O encontro se deu dois dias após as declarações de um amigo do chavismo, o ex-presidente Luis Inácio Lula da Silva, que sugeriu um governo de coalizão na Venezuela. Mas as declarações de Maduro já mostram que essa não é uma opção neste momento, com a radicalização das opiniões dos dois lados.
Segundo analistas, por trás das manifestações há um descontentamento social, principalmente por parte da classe média, que se agravou devido aos altos índices de criminalidade, inflação e uma crônica escassez de produtos básicos.
Sem golpe
Durante a reunião de quinta-feira, Maduro pediu que a oposição renunciasse à violência.
Henrique Capriles, que foi derrotado por uma margem estreita de votos na eleição presidencial de 2012, afirmou por sua vez que a oposição não quer um golpe de Estado contra o governo.
"Não queremos um golpe de Estado. Não queremos uma explosão nas ruas. Ou esta situação muda, ou arrebenta. Espero que mude, pois não quero violência", disse.
Capriles também acusou Maduro de desrespeitar o povo venezuelano.
"Como você vai pedir ao país para te aceitar se você chama metade do país de fascistas ou os ameaça? Acho muito difícil governar um país onde metade das pessoas está contra você", disse.
Durante a fala de Capriles, o número dois do chavismo, o presidente da Assembleia Geral Diosdado Cabello, tuitou em tom de crítica.
"Definitivamente o assassino fascista Capriles tem problemas, não entende que perdeu as eleições de abril. Parece que lhe falta alguma coisa", disse na rede social.
A reunião foi transmitida ao vivo pela televisão venezuelana. O papa Francisco enviou uma carta de apoio à negociação.
"Peço que vocês não fiquem presos ao conflito do momento, mas se abram uns para os outros e se transformem nos verdadeiros construtores da paz", disse o líder da Igreja Católica na carta que foi lida durante a reunião.
Mais reuniões entre governo e oposição devem ocorrer na terça-feira.
Ingovernabilidade
Analistas afirmam que apenas o fato de Maduro ter permitido a participação de mediadores para iniciar um diálogo interno com setores da oposição já é o reconhecimento de que a situação beira a ingovernabilidade.
Poucos acreditam, no entanto, que o governo vá ceder espaço à oposição em um eventual governo de coalizão, como o sugerido por Lula.

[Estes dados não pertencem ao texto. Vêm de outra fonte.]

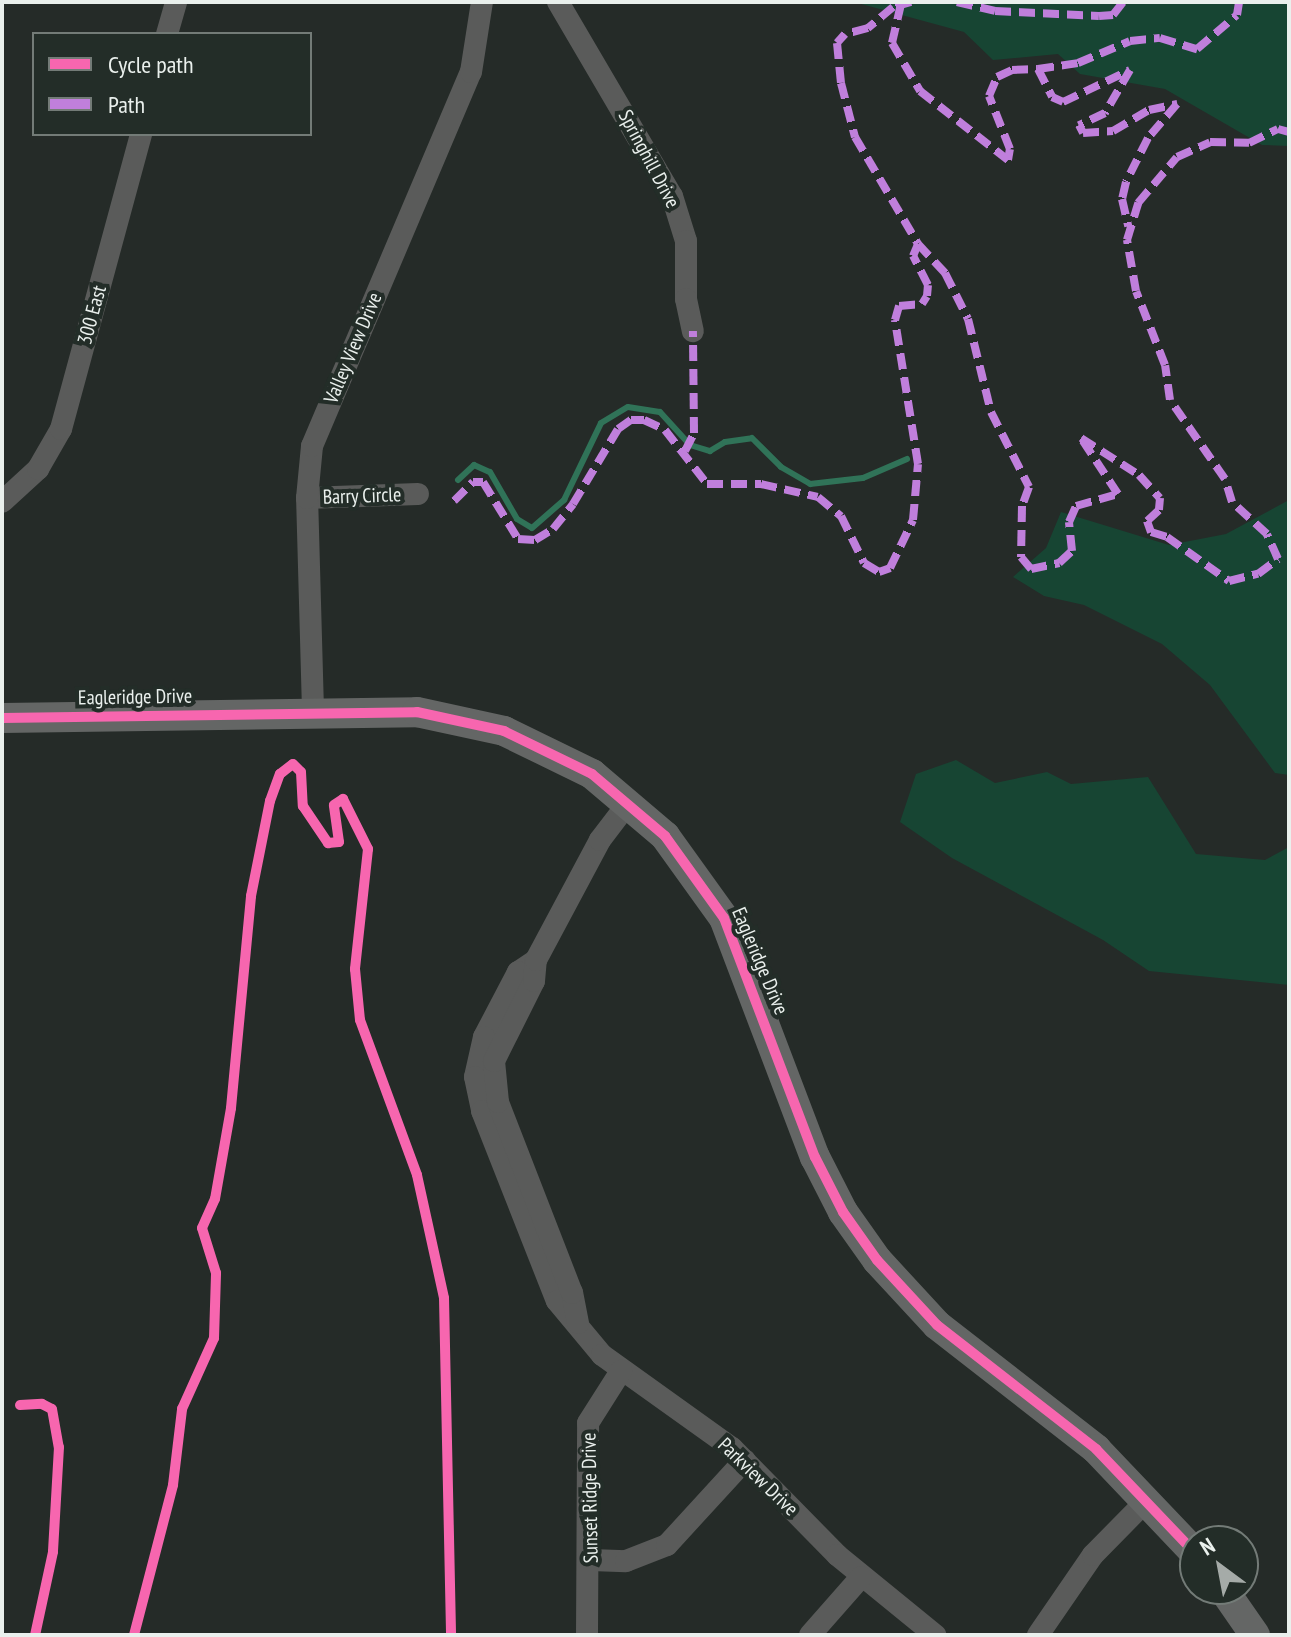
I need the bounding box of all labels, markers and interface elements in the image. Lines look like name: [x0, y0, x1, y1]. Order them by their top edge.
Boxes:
legend: [32, 32, 312, 136]
text: Cycle path: [108, 49, 194, 80]
text: Path: [108, 89, 145, 120]
street label: Springhill Drive: [613, 106, 685, 212]
street label: 300 East: [73, 283, 111, 347]
street label: Valley View Drive: [319, 288, 387, 408]
street label: Barry Circle: [322, 483, 402, 509]
street label: Eagleridge Drive: [78, 684, 192, 710]
street label: Eagleridge Drive: [727, 904, 793, 1018]
street label: Sunset Ridge Drive: [577, 1432, 603, 1564]
street label: Parkview Drive: [713, 1433, 803, 1521]
north arrow: [1179, 1525, 1259, 1605]
text: N: [1195, 1531, 1220, 1561]

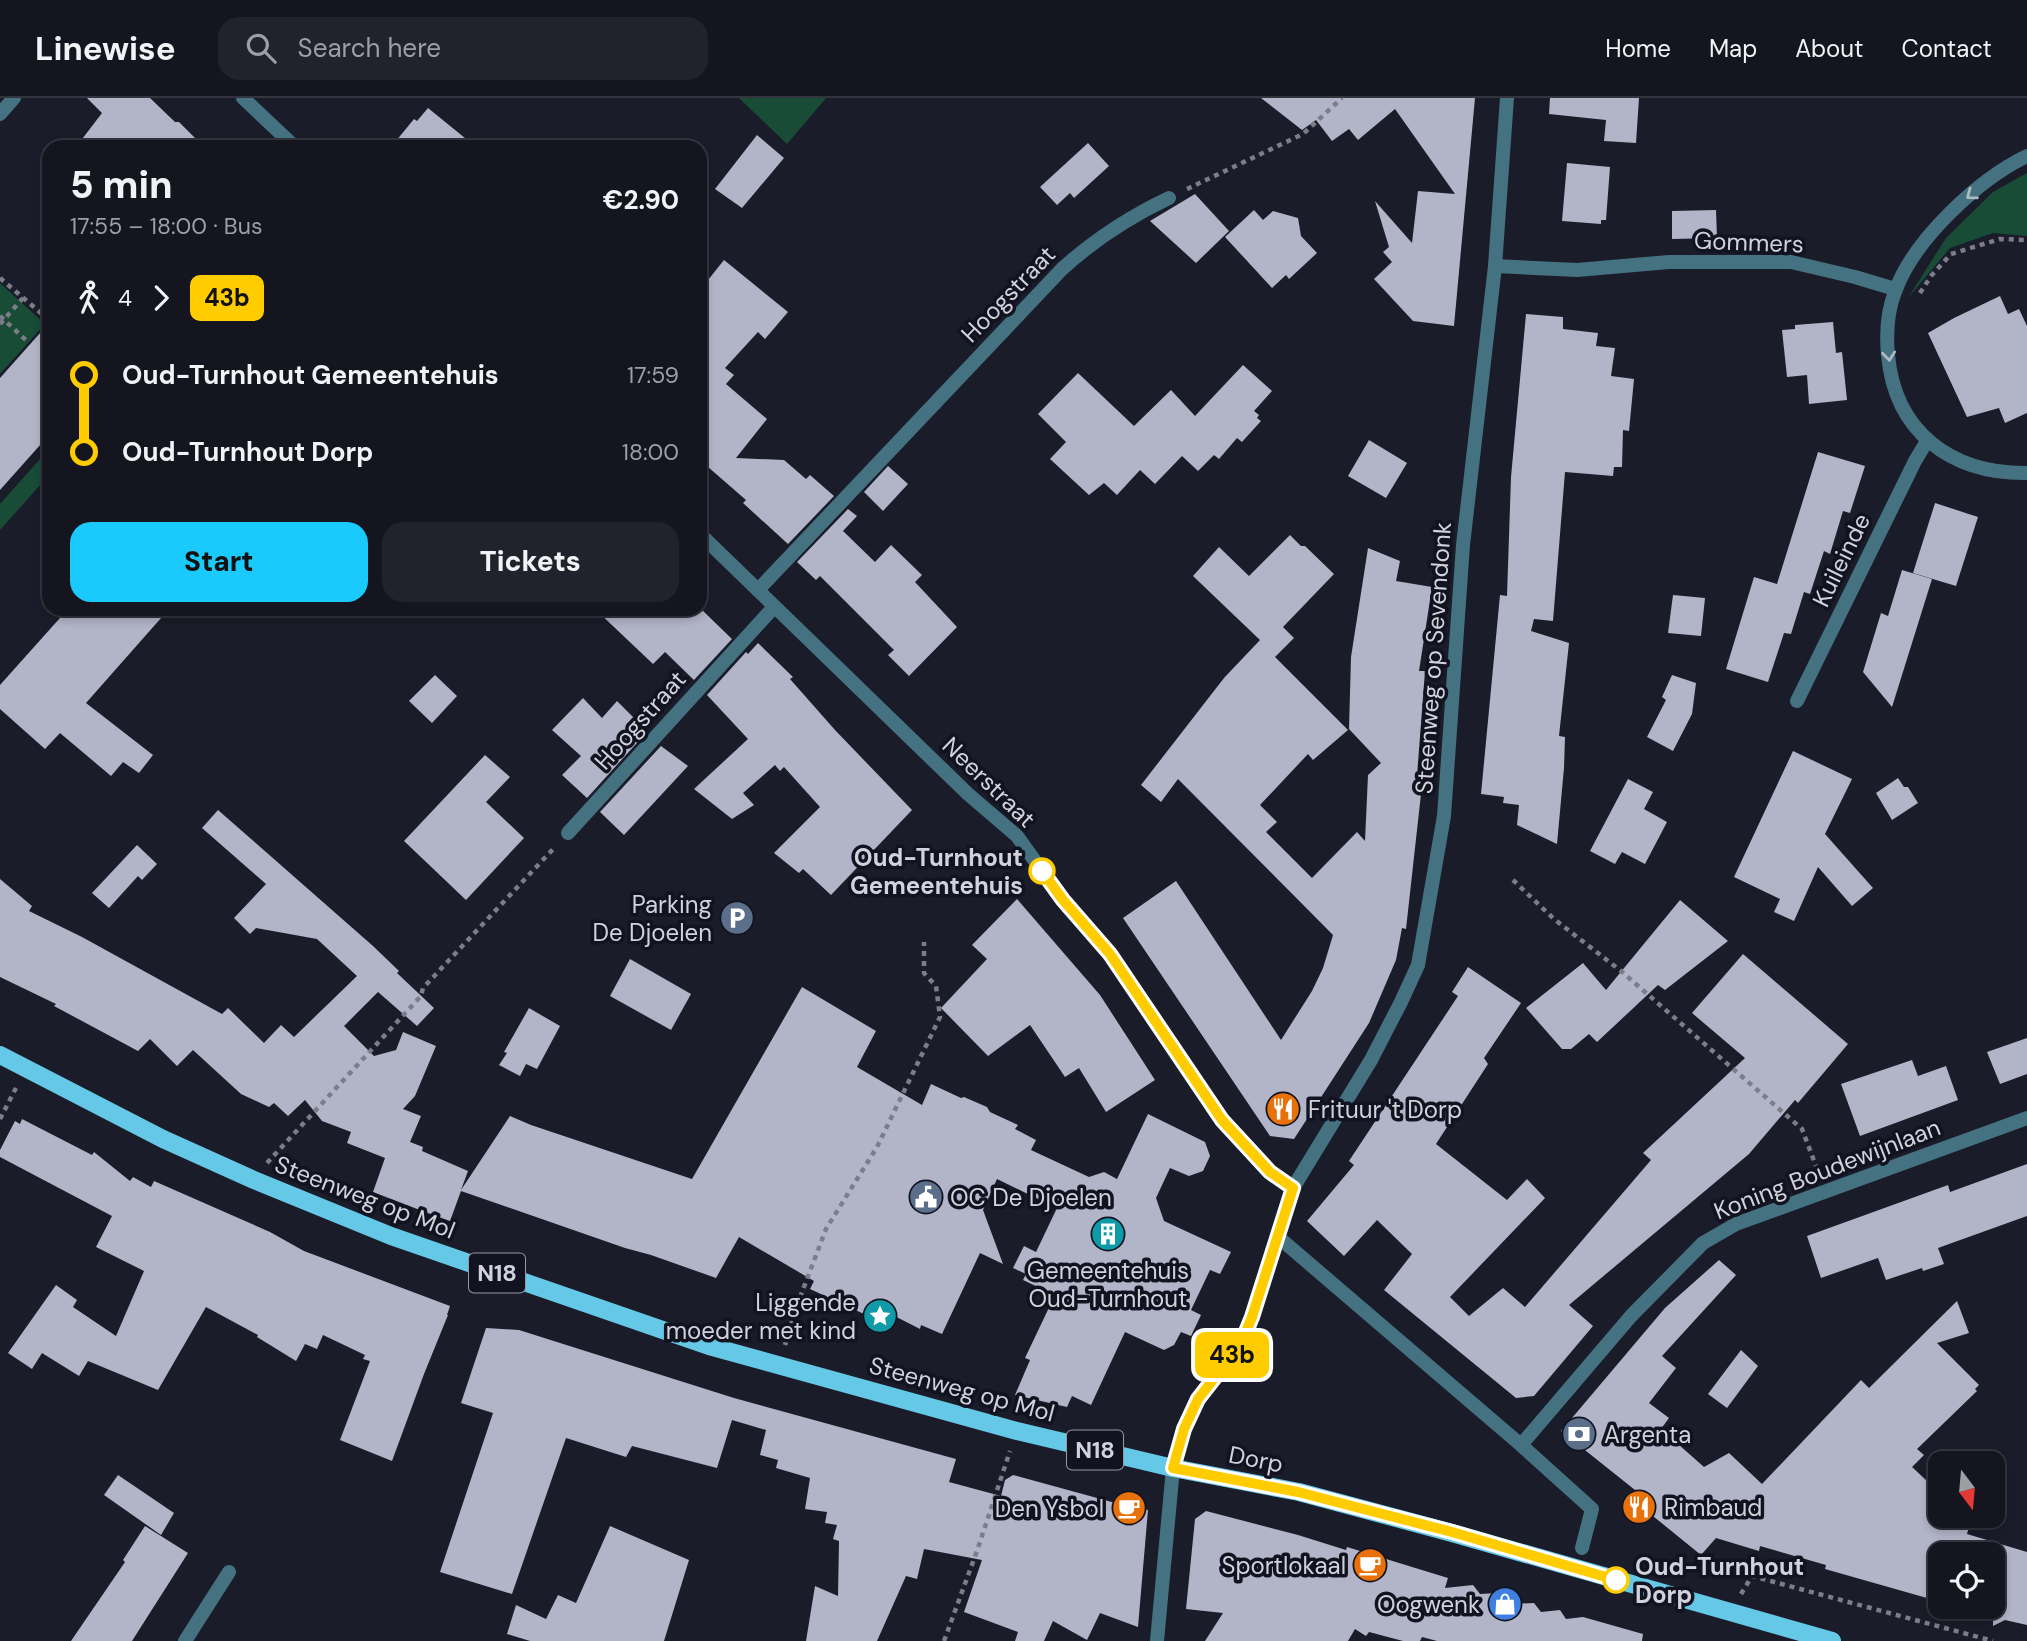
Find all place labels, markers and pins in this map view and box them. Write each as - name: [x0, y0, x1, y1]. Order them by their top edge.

"Para as pessoas que votaram em Nicolás Maduro, e estou quase certo que também para as pessoas que votaram na oposição, não é uma via de solução, mas um potencial gerador de um conflito ainda maior do que já existe agora no nível político e no nível social. Os dois setores radicalizados e polarizados assumiriam que, quem quer que participe de um governo de coalizão, estaria traindo o que durante anos foi a luta de cada um dos setores", disse o analista político Nicmer Evans.
"Respeitando a talvez muito boa intenção do presidente Lula, seu diagnóstico da realidade da Venezuela desconhece a possibilidade do nível de conflito que um governo de coalizão como o que ele pede poderia gerar", acrescentou.
No entanto, nem todos estão totalmente céticos a respeito das negociações.
"Poucas vezes a oposição e o governo se encontraram cara a cara. Poucas vezes dialogaram com respeito e isso é uma coisa que promoveu muita polarização. Cada lado demoniza o outro e isso se facilita, pois não se encontraram cara a cara", afirmou David smilde, especialista em temas venezuelanos do Escritório de Washington para a América Latina (WOLA, na sigla em inglês, uma ONG com sede na capital americana.
"Me parece que este diálogo não é necessariamente um show, nem um fracasso. Incluisve poderia dar um resultado inesperadamente bom", disse.
"O chavismo tem todos os ramos do governo, tem a grande maioria dos governos locais e estaduais. A oposição e a maioria das pessoas que protestam nas ruas sentem que não têm voz. Para que este conflito não se estenda o governo precisa falar com a oposição e dar a eles algum tipo de voz", acrescentou.